Harry Potter and the Prisoner of Azkaban: Chapters 8 & 9
Mark True statements with a “T” and False statements with an “F.” I will post T/F Answers tomorrow with responses to discussion point posts and my own thoughts if there aren’t any of yours to which I can respond! If you disagree with my answers tomorrow, please do send me an explanation about where I went wrong. Click on the Category “Chapter Quiz” in the right column for previous quizzes and discussion points.
1. _____ Chapter Eight, Flight of the Fat Lady, begins with a description of how everyone hates Defense Against the Dark Arts classes except the Slytherins.

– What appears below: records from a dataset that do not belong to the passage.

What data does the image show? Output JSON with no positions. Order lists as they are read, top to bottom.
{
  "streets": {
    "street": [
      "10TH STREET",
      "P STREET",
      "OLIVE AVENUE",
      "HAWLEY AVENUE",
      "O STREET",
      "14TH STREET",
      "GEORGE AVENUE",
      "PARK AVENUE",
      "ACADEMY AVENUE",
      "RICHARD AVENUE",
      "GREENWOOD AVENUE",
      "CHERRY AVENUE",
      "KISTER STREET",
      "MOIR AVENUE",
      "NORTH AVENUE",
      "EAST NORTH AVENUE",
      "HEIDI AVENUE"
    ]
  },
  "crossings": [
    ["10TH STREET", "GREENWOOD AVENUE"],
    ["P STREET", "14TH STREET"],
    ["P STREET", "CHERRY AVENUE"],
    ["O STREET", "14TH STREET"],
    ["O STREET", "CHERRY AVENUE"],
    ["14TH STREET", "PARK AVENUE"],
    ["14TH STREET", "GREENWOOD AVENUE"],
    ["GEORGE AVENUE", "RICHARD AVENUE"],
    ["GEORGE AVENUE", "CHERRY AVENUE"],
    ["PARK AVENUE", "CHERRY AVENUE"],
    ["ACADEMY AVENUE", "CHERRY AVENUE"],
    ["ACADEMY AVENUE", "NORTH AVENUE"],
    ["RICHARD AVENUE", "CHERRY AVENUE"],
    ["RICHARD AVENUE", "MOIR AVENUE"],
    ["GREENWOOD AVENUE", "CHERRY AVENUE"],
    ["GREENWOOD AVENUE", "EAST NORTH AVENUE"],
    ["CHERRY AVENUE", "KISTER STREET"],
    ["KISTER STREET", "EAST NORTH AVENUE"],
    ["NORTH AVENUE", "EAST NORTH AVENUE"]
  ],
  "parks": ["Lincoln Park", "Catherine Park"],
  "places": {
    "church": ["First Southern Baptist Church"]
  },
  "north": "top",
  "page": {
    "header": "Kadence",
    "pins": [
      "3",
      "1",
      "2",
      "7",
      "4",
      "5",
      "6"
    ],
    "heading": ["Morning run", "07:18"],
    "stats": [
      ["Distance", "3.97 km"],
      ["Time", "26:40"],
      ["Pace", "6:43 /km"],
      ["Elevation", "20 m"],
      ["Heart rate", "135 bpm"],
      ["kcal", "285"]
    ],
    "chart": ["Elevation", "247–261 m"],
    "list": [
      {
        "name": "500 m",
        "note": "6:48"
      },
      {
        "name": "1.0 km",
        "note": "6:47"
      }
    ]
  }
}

2. _____ Crookshanks attacks Scabbers in Ron’s bag in the common room – and Ron thinks Hermione needs to restrain her crazy cat.

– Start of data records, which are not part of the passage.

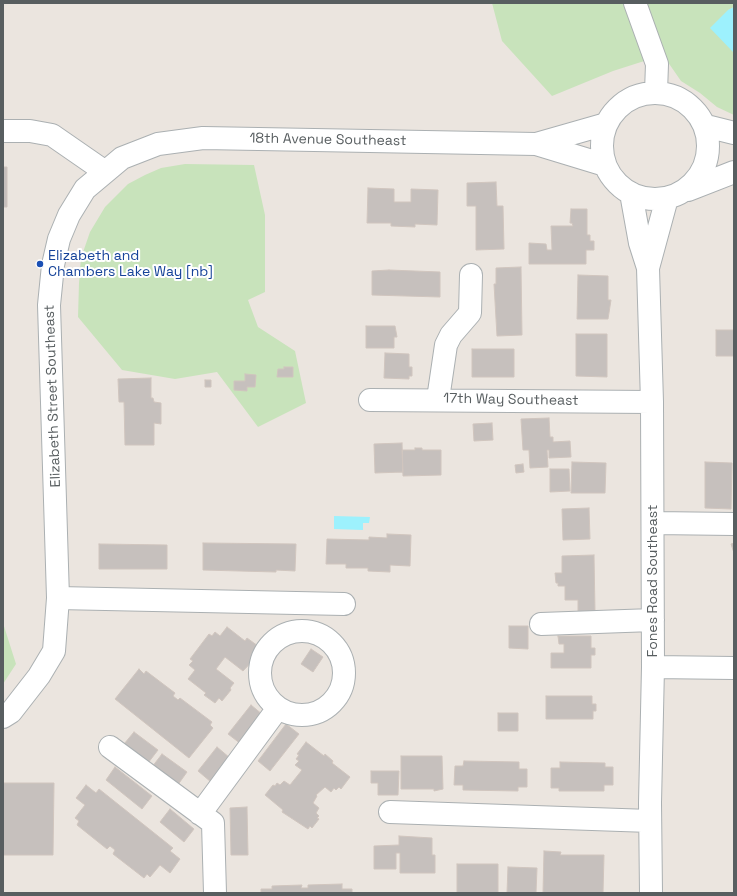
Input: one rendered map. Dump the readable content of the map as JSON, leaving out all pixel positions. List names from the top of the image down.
{
  "streets": {
    "street": [
      "18th Avenue Southeast",
      "Elizabeth Street Southeast",
      "17th Way Southeast",
      "Fones Road Southeast"
    ]
  },
  "crossings": [
    ["18th Avenue Southeast", "Elizabeth Street Southeast"],
    ["18th Avenue Southeast", "Fones Road Southeast"],
    ["17th Way Southeast", "Fones Road Southeast"]
  ],
  "places": ["Elizabeth and Chambers Lake Way [nb]"]
}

3. _____ Professor McGonagall reluctantly signs Harry’s permission slip to go into Hogsmeade because Uncle Vernon wasn’t able to when Harry blew up Aunt Marge.
4. _____ Professor Lupin tells Harry he thought Harry’s boggart would become Lord Voldemort before drinking down a potion brought by Severus Snape.
5. _____ The Fat Lady tells Dumbledore that she was attacked by Sirius Black because she wouldn’t let him into the Gryffindor common room.
6. _____ Chapter Nine, Grim Defeat, begins with the search of the castle to find Sirius Black. All students spend the night in the Great Hall sleeping in Dumbledore created purple sleeping bags.
7. _____ Professor Snape gives a Defense Against the Dark Arts lesson about telling the difference between a vampire and a werewolf, complete with slides projected on a screen.
8. _____ The Quidditch match with Ravenclaw takes place in a fierce thunderstorm but the game goes on despite the weather. Harry sees the Grim watching the game.
9. _____ The Dementors come into the stadium just as Harry and Cedric are closing on the Snitch and Harry falls off his broom. Only some quick spellwork by Dumbledore saves his life. The Headmaster drives the Dementors out of the stadium.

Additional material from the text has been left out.